▸ **AIM OF THE TASK**:
Please show each line of the listing where "gazetteer" is present.

[GIVEN ENTRIES — start]

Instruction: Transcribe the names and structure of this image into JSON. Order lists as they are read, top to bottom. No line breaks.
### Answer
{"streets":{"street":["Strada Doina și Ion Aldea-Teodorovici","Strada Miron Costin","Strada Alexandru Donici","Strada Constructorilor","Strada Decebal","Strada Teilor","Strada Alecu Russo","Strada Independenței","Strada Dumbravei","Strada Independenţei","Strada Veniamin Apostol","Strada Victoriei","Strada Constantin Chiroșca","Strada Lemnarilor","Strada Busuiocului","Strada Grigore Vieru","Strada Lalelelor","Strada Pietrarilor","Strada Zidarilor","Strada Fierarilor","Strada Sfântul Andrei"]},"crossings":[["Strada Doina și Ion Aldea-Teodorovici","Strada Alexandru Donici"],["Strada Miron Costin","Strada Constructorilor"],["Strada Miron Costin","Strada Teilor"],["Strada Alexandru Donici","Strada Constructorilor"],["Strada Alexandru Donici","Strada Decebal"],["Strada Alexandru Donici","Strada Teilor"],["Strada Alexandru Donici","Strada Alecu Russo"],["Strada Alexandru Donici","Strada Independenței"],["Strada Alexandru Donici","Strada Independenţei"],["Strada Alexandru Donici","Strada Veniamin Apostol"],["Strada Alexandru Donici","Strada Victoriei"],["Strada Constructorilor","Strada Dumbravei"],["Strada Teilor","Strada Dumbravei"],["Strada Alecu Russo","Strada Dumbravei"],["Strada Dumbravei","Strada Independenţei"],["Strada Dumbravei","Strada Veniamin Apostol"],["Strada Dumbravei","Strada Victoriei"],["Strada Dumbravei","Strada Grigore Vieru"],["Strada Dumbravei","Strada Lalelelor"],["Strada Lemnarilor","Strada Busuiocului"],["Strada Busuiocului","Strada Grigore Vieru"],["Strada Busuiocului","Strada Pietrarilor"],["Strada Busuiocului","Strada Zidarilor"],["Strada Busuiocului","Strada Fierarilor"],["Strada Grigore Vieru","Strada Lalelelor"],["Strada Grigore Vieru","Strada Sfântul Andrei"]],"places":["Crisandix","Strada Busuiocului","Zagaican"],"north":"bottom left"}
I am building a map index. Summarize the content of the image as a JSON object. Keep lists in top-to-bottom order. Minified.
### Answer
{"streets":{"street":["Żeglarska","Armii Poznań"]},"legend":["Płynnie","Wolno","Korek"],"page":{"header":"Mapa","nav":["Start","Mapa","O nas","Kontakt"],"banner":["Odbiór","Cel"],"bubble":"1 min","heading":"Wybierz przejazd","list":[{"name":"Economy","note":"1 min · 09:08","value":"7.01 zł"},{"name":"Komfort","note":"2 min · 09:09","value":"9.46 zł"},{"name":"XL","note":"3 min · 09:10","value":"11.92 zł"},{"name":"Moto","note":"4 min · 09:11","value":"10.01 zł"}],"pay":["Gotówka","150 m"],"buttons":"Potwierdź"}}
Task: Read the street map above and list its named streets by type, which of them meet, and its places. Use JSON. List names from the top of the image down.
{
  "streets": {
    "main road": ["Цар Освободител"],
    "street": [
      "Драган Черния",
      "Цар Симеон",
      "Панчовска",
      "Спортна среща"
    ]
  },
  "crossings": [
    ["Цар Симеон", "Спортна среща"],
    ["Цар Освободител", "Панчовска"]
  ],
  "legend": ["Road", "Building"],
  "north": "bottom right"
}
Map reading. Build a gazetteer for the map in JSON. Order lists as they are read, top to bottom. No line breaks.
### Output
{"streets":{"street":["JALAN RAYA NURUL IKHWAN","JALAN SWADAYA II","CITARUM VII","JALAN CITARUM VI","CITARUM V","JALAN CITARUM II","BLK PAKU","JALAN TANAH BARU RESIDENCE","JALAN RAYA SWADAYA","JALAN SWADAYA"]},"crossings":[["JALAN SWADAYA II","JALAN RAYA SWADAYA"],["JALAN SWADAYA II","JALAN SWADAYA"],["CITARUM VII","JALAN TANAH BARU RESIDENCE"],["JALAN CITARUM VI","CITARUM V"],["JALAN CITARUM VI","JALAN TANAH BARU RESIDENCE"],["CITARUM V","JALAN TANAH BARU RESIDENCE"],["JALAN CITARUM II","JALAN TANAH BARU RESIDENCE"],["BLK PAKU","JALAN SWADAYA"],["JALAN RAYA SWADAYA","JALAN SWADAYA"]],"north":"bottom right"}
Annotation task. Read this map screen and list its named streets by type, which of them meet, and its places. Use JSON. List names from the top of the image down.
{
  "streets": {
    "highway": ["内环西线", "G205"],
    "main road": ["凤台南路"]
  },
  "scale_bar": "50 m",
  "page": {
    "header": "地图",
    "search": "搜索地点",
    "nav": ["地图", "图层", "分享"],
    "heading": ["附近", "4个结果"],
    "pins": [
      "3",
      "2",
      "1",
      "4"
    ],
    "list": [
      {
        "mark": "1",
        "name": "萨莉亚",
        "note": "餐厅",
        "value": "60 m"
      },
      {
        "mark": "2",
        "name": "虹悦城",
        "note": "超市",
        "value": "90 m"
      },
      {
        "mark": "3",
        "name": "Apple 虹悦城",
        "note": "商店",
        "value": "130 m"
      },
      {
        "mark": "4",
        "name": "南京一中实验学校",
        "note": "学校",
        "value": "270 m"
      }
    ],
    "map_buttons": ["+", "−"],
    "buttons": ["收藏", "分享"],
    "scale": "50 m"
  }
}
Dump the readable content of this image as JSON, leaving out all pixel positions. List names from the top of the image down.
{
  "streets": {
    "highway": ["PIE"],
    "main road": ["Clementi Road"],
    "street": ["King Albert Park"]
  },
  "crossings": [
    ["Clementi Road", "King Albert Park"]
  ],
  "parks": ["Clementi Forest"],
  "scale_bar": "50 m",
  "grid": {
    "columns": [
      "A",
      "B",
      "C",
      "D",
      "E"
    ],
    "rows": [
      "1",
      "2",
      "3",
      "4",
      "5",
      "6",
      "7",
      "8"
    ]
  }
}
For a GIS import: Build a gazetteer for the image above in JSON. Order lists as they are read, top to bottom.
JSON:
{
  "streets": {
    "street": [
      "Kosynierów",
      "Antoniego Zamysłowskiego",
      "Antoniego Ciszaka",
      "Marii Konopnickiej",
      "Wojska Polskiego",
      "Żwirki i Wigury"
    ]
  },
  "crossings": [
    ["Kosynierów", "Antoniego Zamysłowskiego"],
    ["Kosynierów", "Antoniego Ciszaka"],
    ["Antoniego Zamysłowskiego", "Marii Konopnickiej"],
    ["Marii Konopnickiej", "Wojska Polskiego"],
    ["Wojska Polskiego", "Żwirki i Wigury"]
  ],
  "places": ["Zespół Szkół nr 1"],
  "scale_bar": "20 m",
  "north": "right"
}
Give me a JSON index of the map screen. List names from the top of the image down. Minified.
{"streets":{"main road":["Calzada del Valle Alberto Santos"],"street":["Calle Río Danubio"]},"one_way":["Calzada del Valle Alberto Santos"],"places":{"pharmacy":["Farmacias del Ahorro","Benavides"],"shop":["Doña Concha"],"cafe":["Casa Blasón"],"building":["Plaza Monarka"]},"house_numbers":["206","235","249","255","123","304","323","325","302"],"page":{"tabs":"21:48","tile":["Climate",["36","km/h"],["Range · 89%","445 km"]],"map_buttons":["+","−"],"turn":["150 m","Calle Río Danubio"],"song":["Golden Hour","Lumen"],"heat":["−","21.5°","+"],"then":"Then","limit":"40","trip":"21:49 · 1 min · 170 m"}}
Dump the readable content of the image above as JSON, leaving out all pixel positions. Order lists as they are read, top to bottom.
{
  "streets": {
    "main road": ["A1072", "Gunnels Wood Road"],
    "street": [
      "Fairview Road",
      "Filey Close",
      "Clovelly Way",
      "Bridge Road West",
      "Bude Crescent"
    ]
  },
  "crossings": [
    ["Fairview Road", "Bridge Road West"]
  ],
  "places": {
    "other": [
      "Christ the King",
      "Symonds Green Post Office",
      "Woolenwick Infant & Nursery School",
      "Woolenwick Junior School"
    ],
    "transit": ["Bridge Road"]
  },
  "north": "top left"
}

[GIVEN ENTRIES — finish]

▸ **SOLUTION FOR THIS EXERCISE**:
Map reading. Build a gazetteer for the map in JSON. Order lists as they are read, top to bottom. No line breaks.
For a GIS import: Build a gazetteer for the image above in JSON. Order lists as they are read, top to bottom.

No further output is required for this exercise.